Collected data:

------------------------

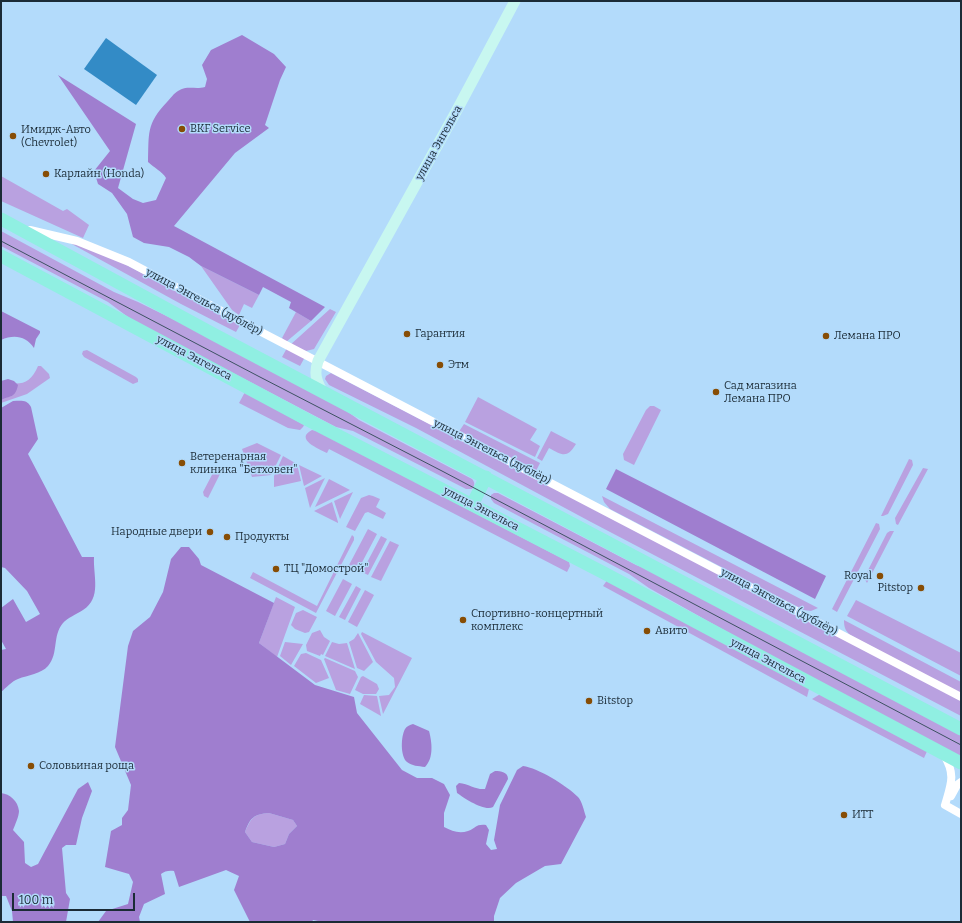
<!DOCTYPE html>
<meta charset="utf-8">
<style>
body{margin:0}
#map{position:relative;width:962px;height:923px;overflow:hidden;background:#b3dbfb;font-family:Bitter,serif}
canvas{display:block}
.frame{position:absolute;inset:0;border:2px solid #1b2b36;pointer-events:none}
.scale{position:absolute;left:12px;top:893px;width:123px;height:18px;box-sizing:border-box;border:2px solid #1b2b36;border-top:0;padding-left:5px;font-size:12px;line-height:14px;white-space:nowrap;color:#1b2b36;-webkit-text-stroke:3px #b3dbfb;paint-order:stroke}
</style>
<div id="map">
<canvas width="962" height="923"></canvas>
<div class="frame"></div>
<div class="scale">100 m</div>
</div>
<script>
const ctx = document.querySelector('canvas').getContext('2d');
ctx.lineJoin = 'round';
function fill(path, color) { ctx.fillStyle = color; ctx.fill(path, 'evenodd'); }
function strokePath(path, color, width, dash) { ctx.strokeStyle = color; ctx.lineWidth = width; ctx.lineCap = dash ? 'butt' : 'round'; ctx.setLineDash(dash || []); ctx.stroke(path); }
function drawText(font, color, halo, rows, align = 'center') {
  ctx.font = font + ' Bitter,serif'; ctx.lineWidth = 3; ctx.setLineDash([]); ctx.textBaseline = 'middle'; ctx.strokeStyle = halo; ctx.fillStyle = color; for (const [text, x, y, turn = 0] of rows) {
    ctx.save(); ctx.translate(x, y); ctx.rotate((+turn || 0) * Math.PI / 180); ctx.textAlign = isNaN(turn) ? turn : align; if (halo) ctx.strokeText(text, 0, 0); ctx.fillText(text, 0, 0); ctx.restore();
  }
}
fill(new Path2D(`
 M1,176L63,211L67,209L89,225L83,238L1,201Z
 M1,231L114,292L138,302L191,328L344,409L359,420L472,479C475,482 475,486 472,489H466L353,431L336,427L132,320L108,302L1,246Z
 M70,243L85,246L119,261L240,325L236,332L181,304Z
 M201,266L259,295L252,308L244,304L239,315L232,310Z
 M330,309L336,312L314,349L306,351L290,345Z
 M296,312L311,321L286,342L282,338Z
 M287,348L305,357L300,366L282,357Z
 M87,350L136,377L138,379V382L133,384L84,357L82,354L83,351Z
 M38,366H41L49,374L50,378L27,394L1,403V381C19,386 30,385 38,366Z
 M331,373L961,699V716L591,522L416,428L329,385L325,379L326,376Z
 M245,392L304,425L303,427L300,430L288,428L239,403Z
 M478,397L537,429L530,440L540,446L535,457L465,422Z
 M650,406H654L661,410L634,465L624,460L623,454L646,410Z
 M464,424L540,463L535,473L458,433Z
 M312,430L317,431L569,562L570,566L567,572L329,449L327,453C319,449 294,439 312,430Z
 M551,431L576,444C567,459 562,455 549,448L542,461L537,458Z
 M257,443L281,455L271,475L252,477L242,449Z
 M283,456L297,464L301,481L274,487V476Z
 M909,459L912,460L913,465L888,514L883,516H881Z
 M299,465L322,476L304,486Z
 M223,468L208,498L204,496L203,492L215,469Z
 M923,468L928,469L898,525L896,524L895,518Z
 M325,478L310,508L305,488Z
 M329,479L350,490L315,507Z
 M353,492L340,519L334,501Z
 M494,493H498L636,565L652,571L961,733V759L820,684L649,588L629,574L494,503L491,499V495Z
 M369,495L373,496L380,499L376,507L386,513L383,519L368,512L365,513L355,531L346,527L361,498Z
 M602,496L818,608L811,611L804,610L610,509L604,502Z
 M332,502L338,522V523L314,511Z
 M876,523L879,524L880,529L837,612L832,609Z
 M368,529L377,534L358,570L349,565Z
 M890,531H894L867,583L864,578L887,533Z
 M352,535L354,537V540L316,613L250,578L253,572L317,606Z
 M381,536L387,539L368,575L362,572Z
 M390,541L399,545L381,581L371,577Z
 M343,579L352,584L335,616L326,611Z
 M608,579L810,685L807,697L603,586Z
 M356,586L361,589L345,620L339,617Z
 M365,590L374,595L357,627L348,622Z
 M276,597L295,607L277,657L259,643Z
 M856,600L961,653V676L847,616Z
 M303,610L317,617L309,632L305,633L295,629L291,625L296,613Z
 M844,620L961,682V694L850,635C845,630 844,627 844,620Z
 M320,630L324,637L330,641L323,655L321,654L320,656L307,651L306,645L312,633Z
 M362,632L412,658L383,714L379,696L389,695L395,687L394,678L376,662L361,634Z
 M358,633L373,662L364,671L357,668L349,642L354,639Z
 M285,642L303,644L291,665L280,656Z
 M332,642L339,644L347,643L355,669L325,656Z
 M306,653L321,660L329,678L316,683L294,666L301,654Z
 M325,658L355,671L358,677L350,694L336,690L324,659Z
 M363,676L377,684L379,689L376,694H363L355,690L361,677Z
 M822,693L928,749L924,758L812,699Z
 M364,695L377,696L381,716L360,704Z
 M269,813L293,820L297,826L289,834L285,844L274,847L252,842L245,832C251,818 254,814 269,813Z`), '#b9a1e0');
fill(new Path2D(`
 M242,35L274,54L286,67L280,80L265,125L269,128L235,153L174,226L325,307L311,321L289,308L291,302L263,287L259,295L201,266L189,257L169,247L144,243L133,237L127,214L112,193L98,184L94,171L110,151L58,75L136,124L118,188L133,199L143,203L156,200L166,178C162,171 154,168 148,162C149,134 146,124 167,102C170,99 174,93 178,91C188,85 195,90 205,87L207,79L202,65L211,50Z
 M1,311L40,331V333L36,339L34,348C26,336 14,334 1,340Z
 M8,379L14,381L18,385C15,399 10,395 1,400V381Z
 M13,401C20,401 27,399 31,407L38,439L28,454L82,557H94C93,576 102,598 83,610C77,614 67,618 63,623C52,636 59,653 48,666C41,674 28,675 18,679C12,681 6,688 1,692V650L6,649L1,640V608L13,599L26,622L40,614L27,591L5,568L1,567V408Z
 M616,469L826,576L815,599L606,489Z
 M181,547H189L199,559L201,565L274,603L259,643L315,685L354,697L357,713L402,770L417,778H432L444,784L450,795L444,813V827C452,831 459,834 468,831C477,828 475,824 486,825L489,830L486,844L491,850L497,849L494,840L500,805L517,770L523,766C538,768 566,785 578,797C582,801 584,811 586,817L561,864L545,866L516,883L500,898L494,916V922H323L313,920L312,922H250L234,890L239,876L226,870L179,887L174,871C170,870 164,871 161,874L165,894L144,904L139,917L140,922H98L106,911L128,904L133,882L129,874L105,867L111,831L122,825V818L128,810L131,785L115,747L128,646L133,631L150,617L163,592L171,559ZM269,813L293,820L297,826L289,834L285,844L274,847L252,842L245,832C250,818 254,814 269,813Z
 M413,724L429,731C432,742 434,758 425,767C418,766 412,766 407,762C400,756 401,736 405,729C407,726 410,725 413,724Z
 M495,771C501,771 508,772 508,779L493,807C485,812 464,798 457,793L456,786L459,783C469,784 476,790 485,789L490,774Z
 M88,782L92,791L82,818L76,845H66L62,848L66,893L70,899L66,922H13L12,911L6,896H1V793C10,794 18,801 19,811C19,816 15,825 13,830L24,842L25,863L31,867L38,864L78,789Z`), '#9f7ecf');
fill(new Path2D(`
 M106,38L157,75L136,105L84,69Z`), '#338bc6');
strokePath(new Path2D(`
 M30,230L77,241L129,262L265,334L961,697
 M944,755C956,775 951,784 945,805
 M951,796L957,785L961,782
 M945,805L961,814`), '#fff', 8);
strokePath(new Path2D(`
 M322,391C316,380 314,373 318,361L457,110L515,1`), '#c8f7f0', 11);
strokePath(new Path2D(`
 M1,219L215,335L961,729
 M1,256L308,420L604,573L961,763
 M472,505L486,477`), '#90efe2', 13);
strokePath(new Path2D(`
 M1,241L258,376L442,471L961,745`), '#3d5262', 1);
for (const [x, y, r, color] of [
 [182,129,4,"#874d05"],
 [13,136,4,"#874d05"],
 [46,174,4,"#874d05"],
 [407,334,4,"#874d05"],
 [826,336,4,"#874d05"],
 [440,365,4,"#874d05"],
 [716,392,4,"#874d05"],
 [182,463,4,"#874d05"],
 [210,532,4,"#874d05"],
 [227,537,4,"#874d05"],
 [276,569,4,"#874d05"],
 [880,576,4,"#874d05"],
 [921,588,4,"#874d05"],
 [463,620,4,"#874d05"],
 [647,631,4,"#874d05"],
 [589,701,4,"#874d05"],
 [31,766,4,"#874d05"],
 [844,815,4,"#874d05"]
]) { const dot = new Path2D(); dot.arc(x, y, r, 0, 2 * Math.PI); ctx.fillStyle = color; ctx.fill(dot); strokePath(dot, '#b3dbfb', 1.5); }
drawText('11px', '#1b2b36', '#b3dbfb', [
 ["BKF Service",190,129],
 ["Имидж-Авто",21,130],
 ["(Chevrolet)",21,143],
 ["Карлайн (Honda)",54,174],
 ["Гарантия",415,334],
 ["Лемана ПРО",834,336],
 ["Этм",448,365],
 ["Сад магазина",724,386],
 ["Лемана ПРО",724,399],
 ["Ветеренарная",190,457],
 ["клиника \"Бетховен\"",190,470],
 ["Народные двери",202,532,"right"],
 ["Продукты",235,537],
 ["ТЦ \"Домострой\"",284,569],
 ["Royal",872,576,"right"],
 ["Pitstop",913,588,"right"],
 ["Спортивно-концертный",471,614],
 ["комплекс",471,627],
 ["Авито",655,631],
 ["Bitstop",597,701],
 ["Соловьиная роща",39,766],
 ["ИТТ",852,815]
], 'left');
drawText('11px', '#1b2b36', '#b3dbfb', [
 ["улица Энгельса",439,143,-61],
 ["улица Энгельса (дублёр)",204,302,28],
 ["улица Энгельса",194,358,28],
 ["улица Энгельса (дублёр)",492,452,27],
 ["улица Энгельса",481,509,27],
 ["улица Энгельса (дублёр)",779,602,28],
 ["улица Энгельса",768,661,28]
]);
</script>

------------------------

**Goal of the exercise**:
Which of the lines above carry the string "align"? Copy every one.

**Solution to this problem**:
function drawText(font, color, halo, rows, align = 'center') {
    ctx.save(); ctx.translate(x, y); ctx.rotate((+turn || 0) * Math.PI / 180); ctx.textAlign = isNaN(turn) ? turn : align; if (halo) ctx.strokeText(text, 0, 0); ctx.fillText(text, 0, 0); ctx.restore();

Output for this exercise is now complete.